I think I first became aware of my "mommy instinct" when I was pregnant in the hospital with Eli and went into full labor after receiving steroid shots at 24 weeks gestation. The doctors and nurses thought a delivery was inevitable. Truthfully, that thought never crossed my mind. I spent three days in Labor & Delivery, but knew I would be leaving there pregnant (maybe the drugs clouded my thoughts a bit). Again, at 24 weeks, when I was advised to remove my cerclage because of the high risk of infection due to my membranes rupturing, which would have led to an immediate delivery, my "mommy instinct" told me to wait. I understood that there was a risk of infection leading to the death of Eli, and possibly myself, but mommy instinct told me to wait. "Mommy instinct" was still there at 27 weeks when Eli made his arrival. Not once did I ever think that I wouldn't be bringing my boy home. Though Eli had a much more difficult NICU stay than anyone could have anticipated, I knew he would be coming home. That doesn't mean that those 148 days that Eli spent in the NICU I didn't worry. I worried every minute of every day, crying more than I ever thought possible. As difficult as it was to leave him there every day, I knew he would eventually be coming home to us.
The worrying did not end with his homecoming, just a new set of worries replaced the old. As each day passes though, my "mommy instinct" tells me that things will be okay. We are slowly progressing toward Eli being "normal" but definitely getting there. Every time I look at him and he gives me that beautiful smile, my "mommy instinct" tells me that things will be just fine.
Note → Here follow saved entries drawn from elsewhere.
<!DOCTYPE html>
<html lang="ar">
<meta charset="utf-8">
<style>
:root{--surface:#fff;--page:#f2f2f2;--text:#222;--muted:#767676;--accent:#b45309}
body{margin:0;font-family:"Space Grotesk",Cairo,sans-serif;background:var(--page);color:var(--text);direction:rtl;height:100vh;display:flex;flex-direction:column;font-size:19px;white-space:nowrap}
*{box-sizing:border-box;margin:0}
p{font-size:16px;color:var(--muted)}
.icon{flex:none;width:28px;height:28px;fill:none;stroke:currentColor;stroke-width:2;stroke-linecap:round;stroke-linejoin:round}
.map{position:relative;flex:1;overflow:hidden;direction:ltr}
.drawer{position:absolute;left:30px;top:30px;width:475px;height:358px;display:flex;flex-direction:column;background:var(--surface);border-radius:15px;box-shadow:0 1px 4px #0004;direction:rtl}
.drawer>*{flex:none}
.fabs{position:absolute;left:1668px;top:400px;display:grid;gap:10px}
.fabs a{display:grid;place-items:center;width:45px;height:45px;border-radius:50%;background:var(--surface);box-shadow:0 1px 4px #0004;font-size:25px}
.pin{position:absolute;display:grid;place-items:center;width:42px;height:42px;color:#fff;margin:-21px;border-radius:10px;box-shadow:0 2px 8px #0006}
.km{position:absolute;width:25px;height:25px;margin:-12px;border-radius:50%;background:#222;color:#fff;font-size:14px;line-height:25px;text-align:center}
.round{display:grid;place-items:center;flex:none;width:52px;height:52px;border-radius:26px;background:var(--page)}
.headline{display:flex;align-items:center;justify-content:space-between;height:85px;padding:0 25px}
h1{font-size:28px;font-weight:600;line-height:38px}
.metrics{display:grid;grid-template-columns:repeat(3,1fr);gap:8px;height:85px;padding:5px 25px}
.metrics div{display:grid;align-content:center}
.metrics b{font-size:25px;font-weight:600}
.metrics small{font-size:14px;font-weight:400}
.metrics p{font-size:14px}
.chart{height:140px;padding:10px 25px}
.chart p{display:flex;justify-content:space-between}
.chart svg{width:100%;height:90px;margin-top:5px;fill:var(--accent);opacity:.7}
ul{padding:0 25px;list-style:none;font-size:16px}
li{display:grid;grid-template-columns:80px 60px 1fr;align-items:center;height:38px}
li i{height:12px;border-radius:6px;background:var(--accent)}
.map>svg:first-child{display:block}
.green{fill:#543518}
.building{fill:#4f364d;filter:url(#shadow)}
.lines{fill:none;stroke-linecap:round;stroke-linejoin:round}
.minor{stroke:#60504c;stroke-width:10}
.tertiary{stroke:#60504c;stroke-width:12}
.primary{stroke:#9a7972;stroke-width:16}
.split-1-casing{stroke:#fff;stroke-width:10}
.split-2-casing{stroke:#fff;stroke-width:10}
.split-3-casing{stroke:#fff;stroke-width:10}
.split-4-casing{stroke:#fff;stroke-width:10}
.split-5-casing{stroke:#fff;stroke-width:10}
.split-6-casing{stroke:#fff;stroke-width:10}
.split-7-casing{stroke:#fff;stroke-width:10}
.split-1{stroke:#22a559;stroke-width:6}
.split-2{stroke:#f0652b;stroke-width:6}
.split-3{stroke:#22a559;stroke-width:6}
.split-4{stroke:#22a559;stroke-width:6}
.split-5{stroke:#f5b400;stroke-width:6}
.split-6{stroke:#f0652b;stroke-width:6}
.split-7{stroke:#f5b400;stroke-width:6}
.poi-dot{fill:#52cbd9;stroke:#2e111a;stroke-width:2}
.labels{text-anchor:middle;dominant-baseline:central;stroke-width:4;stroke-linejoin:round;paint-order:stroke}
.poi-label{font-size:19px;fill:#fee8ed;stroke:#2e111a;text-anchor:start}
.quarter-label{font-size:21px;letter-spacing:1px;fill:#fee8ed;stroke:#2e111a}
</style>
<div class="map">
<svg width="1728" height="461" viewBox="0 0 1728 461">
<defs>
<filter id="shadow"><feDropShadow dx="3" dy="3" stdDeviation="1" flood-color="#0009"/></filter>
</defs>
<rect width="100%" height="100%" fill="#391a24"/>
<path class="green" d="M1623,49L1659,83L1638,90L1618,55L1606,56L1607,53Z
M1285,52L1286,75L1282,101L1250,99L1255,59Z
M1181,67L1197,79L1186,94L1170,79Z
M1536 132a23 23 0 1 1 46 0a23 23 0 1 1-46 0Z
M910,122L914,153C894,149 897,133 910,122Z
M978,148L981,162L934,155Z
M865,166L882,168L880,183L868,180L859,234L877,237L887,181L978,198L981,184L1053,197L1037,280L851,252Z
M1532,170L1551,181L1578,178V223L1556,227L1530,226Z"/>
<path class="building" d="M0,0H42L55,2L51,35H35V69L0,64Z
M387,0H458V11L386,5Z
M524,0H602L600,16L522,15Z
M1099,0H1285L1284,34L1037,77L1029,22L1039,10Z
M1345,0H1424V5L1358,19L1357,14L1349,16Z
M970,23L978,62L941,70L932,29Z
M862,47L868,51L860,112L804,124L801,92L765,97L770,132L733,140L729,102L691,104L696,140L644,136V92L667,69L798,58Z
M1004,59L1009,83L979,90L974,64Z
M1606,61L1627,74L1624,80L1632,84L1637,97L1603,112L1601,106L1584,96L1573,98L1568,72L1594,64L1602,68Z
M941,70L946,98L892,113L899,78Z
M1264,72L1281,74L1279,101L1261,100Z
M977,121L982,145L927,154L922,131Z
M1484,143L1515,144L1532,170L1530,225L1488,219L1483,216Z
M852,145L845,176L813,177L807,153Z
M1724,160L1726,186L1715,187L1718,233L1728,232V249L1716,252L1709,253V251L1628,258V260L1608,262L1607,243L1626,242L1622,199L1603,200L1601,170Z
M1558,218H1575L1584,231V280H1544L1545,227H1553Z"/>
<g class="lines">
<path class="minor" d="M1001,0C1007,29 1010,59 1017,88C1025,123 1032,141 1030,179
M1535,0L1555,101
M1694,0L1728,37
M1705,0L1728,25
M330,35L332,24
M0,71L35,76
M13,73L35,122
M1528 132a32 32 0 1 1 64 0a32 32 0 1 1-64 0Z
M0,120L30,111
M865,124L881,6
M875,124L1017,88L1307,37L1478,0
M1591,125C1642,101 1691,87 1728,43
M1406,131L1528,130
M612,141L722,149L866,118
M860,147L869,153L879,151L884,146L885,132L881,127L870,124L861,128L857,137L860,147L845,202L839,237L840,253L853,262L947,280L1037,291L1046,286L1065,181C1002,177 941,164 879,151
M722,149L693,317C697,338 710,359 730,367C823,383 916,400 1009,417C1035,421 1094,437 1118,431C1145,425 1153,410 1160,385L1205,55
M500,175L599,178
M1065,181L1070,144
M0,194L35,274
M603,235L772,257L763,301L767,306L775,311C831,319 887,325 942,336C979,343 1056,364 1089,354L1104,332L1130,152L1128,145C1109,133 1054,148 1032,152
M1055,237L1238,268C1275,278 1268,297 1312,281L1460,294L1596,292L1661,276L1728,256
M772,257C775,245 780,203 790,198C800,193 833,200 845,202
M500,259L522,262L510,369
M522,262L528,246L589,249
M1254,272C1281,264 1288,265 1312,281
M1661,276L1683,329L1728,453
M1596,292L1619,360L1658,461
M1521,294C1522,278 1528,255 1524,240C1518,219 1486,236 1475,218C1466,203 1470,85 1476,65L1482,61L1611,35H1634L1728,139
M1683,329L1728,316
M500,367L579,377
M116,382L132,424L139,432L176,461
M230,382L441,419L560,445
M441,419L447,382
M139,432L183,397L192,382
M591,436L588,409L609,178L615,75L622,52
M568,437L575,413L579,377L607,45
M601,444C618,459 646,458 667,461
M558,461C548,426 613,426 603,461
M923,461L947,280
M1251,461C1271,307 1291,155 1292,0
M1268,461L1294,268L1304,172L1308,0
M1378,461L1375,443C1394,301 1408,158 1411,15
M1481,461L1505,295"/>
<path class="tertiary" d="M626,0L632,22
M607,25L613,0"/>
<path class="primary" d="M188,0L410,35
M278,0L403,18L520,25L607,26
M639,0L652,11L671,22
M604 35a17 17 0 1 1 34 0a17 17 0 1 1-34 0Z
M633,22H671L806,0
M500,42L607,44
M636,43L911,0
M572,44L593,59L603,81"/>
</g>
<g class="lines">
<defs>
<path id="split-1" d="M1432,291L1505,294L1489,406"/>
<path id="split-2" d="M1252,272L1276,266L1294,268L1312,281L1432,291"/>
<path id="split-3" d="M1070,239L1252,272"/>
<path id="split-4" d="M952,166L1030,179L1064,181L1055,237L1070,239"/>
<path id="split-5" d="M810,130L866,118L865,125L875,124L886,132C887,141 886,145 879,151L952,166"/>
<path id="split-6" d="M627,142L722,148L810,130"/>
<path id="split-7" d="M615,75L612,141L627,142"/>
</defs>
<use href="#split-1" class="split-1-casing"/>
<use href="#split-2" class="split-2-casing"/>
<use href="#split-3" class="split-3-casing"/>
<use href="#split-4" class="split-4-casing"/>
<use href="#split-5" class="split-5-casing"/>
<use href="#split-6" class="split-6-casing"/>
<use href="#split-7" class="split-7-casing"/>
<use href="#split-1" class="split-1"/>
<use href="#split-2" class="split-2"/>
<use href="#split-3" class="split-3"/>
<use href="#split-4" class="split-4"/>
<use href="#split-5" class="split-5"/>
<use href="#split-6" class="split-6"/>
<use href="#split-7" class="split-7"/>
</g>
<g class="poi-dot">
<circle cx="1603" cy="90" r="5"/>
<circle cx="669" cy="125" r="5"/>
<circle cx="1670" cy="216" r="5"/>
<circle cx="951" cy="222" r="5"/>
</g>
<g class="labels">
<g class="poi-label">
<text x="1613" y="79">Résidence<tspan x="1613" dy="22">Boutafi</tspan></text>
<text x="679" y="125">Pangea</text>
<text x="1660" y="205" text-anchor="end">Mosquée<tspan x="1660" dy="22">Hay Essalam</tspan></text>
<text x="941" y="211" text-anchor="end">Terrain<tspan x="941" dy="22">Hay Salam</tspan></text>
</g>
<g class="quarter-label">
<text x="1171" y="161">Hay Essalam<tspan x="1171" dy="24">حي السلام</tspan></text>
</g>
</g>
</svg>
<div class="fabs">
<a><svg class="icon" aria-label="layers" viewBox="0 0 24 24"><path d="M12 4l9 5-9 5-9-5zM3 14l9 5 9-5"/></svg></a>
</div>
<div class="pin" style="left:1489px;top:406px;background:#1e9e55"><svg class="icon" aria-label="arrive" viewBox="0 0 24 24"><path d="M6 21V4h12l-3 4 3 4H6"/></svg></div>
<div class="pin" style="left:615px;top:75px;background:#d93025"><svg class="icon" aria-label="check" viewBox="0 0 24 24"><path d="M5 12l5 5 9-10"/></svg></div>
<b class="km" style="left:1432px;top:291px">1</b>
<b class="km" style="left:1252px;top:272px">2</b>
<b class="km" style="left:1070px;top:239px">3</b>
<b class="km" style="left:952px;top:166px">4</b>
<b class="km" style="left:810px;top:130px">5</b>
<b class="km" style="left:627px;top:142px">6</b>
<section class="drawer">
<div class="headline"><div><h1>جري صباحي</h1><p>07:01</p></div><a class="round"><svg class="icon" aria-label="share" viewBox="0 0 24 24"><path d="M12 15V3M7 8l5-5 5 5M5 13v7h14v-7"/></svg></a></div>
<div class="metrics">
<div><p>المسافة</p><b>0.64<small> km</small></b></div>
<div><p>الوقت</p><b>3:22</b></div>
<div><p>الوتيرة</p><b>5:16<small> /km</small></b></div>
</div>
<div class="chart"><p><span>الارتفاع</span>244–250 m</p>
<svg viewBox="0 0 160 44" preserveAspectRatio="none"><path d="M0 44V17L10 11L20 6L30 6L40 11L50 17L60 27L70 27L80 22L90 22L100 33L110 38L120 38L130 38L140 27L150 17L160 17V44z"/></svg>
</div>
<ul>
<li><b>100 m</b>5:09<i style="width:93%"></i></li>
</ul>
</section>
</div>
Which leads me to what I hope for. When you have a child that faces more than your average challenges, I think you spend some amount of time starting thoughts and sentences with "I hope". Some of my "I hope" list for Eli includes, in no particular order: 1. I hope that Eli's breathing quiets down, so that I don't have to hear comments like "oh, poor baby", 2. I hope Eli's breathing quiets down before he understands comments like "oh, poor baby", 3. I hope we make it though Eli's first winter home without any major illnesses or hospital stays (my "mommy instinct" says that all will be fine), 4. I hope I love, hold, and kiss Eli enough to make up for the four and a half months he spent in the NICU and not being held, 5. I hope Eli doesn't remember his time in the NICU, 6. I hope the scars covering Eli's body fade enough with time that they are not a source of future questions, 7. I hope that Vic and I some day forget the NICU, 8. I hope that some day soon that sentences spoken with Eli's therapists and doctors don't include "compared to a normal baby", and 9. More than anything else, I hope that soon, we and everyone look at Eli for the sweet, silly, beautiful baby that he is and forget that he was born three months premature.